Billet : Tout a été dit sauf l’essentiel (II)
Par Tahar El Almi
A lévidence, souligne-t-on dans les couloirs feutrés de l’université Paris-Dauphine: «l’économie mondiale a deux réacteurs principaux, tous deux en panne, les Etats-Unis et la Chine, où nous enregistrons de tout petits signes qui vont dans le bon sens : les ventes américaines de logements anciens remontent et la demande chinoise reprend. Ce rebond chinois est peut-être un peu artificiel, mais il témoigne d’une volonté forte de relancer la machine. Finalement, notre avantage sur nos devanciers qui ont subi la crise de 1929 est que nous avons la Chine et qu’ils ne l’avaient pas!».
Ce constat m’invite à revenir sur un certain nombre d’ambigüités de fond, quant au déroulement de la crise « actuelle » comparativement à celle de « 29 ».
En premier lieu, la « crise de 29» était réelle de surproduction pour devenir financière
, alors que la «crise actuelle» était financière pour devenir réelle de sous-emploi et de sous-production.
Dans le premier schéma, ce sont les désajustements dus au sur-investissement et au sur-endettement des entreprises américaines pour alimenter la demande globale d’une Europe en guerre, de sorte que dans un contexte de déficience de la demande européenne au sortir de la guerre de 14/18, les impayés des firmes ont contaminé la sphère financière et mis le système financier et bancaire en déroute.
Dans le schéma actuel, ce sont les erreurs de politique économique de stabilisation et de relance de la banque centrale des Etats Unis (la FED) qui a brutalement réduit ses taux directeurs (politique monétaire expansionniste) pour relancer le crédit et la demande globale, pour ensuite faire machine arrière en les augmentant, pour stabiliser la demande et les prix, une fois que les tensions inflationnistes risquaient d’apparaître.

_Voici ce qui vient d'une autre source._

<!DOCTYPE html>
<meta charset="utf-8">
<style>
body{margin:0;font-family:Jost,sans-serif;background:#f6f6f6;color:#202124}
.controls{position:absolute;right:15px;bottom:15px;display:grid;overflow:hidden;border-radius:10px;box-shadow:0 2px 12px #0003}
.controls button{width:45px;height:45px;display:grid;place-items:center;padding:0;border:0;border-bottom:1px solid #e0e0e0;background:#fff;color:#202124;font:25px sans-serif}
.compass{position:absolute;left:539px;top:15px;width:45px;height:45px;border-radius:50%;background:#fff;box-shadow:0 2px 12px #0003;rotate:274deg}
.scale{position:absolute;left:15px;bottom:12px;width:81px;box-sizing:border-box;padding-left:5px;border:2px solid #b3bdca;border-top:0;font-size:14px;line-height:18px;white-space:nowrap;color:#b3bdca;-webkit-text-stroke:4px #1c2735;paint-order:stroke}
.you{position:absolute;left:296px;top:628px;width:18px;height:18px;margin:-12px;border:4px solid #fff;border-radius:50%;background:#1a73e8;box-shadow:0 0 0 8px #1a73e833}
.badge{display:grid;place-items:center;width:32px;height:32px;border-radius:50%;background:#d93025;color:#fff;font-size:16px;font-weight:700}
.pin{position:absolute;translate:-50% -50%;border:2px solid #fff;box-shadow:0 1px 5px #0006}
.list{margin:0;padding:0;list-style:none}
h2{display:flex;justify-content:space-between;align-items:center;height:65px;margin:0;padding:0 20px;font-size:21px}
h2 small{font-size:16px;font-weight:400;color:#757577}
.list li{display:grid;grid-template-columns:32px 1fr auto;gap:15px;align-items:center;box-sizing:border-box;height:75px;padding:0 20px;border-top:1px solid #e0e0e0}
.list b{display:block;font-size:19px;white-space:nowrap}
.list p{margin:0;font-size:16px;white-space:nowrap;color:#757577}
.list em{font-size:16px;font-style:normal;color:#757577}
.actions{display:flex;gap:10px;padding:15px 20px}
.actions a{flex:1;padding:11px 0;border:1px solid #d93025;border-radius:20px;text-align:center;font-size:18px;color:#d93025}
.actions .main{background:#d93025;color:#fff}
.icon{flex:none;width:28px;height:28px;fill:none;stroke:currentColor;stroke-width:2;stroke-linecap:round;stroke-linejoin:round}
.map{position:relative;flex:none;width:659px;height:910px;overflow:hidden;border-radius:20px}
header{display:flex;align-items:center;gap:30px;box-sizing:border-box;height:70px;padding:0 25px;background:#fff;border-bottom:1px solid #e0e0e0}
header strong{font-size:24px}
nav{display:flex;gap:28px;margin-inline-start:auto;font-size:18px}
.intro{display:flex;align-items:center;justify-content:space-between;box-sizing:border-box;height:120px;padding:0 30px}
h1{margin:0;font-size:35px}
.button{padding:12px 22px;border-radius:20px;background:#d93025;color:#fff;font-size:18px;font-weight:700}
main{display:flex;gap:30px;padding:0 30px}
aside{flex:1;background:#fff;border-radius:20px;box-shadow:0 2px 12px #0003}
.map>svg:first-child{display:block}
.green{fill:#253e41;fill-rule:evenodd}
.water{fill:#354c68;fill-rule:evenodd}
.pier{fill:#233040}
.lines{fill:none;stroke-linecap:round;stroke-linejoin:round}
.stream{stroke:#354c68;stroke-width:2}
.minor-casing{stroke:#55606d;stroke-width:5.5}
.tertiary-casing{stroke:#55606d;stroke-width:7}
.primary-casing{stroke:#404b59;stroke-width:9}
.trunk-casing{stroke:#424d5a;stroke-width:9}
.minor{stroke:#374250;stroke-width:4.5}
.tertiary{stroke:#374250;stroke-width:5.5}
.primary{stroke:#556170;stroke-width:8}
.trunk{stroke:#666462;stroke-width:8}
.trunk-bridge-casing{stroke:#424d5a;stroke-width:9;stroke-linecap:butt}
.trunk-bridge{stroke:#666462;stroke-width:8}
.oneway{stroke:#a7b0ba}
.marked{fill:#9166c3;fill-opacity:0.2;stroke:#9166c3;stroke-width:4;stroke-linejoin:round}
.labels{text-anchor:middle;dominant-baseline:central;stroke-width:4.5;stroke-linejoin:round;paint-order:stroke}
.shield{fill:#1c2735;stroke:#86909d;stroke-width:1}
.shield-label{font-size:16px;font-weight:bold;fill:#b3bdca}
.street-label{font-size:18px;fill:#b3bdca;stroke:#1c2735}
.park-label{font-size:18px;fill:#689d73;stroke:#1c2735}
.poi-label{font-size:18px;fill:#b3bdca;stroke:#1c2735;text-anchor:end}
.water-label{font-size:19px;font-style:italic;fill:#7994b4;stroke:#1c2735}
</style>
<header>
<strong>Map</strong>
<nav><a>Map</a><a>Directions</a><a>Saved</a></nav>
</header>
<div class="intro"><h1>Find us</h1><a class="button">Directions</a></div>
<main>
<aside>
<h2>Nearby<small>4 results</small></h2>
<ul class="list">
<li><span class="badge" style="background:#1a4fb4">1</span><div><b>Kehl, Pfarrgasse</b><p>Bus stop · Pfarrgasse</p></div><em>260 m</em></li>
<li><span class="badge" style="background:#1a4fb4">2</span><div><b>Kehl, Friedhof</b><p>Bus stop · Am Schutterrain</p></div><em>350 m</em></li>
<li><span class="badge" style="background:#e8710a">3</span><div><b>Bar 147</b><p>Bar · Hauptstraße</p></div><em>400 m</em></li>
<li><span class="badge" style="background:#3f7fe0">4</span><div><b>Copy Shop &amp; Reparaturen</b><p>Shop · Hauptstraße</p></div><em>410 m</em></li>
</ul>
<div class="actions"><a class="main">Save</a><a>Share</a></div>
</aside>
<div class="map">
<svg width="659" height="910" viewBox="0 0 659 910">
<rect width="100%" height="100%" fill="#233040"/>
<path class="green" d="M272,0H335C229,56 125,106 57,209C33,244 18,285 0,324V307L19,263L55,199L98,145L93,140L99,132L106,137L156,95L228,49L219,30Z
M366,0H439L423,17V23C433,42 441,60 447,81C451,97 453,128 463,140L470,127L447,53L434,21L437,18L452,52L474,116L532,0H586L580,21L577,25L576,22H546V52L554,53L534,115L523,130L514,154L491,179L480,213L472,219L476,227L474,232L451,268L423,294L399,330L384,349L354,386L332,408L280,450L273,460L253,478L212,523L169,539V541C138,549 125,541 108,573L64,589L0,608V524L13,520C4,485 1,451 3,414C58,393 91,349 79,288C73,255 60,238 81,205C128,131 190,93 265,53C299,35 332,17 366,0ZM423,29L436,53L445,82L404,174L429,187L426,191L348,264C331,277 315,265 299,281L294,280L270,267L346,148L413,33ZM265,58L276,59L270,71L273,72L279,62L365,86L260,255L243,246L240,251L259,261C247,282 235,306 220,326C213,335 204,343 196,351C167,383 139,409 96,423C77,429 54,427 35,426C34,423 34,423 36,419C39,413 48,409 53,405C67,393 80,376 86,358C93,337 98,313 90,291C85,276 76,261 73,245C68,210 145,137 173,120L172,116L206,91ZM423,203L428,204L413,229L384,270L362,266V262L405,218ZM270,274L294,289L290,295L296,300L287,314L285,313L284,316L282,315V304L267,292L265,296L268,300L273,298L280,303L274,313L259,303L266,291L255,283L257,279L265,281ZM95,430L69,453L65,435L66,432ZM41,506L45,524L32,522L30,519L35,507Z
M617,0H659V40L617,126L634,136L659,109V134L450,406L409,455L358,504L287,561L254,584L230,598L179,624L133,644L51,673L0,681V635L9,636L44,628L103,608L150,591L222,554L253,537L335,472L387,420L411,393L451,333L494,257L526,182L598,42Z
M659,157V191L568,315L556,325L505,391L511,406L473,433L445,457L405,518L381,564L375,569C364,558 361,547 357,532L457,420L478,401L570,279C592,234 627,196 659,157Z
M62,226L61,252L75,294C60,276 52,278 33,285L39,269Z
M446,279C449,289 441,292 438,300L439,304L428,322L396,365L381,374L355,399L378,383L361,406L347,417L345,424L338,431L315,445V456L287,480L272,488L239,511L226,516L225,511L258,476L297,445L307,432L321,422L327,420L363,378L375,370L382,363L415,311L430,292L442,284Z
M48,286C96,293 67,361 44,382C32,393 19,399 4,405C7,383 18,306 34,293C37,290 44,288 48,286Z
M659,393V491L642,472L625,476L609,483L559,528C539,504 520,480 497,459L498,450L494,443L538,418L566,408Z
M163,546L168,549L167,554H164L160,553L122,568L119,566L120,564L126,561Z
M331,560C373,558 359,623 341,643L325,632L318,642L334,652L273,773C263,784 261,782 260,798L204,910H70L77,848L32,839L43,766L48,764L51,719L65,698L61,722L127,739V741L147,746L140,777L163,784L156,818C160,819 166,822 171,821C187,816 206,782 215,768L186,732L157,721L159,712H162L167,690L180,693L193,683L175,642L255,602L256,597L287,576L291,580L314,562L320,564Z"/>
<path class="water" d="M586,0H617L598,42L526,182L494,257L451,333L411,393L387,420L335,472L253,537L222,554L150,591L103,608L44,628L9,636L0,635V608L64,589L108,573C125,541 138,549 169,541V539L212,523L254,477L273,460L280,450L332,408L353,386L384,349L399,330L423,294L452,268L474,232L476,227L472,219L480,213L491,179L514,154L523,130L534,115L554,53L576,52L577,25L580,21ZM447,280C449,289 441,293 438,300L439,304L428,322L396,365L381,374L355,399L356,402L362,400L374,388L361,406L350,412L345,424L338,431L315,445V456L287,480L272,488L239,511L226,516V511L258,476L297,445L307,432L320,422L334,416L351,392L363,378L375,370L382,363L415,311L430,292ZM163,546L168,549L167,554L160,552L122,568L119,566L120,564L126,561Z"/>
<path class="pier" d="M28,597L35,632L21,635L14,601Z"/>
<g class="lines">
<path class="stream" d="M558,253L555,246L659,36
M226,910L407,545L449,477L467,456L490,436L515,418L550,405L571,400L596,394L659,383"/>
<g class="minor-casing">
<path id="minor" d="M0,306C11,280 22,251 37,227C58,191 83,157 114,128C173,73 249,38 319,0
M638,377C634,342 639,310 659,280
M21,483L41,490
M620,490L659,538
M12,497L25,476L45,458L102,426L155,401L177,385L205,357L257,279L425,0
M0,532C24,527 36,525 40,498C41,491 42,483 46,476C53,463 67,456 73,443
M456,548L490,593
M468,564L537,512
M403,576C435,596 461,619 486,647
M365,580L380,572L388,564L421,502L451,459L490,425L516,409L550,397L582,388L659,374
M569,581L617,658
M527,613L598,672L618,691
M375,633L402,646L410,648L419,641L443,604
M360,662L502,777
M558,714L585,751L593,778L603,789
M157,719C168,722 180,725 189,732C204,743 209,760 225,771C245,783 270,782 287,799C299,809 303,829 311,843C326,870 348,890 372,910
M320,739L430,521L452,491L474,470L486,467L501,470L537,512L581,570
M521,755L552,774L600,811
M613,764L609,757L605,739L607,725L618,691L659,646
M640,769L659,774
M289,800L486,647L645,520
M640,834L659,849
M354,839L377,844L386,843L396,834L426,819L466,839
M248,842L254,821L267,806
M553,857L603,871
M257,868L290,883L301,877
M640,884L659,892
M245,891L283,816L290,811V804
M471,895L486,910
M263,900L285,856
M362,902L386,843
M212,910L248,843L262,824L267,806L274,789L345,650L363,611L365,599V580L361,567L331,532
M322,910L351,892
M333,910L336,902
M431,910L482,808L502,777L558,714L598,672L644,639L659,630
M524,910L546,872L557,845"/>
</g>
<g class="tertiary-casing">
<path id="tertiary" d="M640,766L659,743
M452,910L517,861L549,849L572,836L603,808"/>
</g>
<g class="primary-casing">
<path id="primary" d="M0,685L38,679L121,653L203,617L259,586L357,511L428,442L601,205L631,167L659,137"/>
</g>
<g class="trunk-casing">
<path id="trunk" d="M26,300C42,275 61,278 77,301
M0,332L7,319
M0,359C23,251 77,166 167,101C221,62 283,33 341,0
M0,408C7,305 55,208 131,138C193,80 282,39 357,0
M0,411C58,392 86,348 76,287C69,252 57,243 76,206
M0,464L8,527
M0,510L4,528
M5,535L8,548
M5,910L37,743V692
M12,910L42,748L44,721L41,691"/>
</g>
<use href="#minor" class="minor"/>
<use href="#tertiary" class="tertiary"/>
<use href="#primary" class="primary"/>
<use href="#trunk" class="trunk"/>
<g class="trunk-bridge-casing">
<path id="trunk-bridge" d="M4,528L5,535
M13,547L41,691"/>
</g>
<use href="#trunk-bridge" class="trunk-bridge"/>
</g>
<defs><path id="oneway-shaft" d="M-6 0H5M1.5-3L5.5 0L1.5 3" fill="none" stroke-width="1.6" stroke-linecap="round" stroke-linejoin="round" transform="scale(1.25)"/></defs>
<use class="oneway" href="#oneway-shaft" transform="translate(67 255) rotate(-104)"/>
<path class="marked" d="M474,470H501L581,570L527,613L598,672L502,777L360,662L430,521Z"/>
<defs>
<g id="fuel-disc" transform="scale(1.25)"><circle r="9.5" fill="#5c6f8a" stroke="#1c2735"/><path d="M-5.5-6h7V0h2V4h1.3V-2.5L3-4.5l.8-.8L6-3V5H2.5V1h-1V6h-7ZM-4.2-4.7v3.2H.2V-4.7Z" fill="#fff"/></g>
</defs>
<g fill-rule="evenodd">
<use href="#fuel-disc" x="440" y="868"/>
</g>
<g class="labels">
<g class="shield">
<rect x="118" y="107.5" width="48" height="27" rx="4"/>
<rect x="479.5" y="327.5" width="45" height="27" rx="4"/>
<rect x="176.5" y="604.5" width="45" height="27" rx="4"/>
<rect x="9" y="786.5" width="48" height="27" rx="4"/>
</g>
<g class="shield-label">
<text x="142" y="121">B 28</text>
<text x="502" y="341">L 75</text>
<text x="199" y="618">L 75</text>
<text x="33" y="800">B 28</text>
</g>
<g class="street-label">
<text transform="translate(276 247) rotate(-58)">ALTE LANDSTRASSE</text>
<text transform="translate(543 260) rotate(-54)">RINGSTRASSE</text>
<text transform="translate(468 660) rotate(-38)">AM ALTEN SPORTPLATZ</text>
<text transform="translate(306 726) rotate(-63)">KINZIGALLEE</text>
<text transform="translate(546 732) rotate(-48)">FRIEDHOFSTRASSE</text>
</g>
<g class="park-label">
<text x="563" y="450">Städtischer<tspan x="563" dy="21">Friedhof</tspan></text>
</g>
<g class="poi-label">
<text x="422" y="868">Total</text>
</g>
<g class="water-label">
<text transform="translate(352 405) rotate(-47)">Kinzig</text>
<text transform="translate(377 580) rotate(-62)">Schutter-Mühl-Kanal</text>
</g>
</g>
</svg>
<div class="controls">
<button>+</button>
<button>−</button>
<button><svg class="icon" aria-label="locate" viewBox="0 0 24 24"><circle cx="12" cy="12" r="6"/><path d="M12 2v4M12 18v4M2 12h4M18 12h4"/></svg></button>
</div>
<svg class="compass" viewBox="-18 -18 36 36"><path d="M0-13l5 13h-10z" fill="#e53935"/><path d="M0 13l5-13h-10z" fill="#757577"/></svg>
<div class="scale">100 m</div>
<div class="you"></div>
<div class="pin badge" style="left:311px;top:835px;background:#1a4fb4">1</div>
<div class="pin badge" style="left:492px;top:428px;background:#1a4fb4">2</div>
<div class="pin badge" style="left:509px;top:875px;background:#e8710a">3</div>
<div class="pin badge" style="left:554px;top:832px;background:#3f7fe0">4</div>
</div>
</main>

En deuxième lieu, les paradigmes ne sont pas similaires : dans le contexte de la «crise de 29», la pensée keynésienne était absente pour relancer
C’était le schéma libéral (pas d’intervention de l’Etat) qui prévalait et donc pas question de plans de relance
pour renverser la vapeur à temps.
Alors qu’aujourd’hui, cette pensée keynésienne est remise à l’ordre du jour pour corriger les désajustements, par une régulation «prudente» du type «stop and go». C’est d’ailleurs l’objectif final des plans de relance mis en place par l’ensemble des pays, pour renverser la vapeur : impulser la demande globale déficiente
et relancer la production et l’emploi
En troisième lieu, l’économie est, aujourd’hui, beaucoup «plus mondialisée», avec certes, l’inconvénient de la contamination économique et financière et l’apparition de crises systémiques ; mais avec aussi des avantages salvateurs pour propager les effets vertueux des plans de relance des pays « gros gabarits» comme les Etats Unis et la Chine.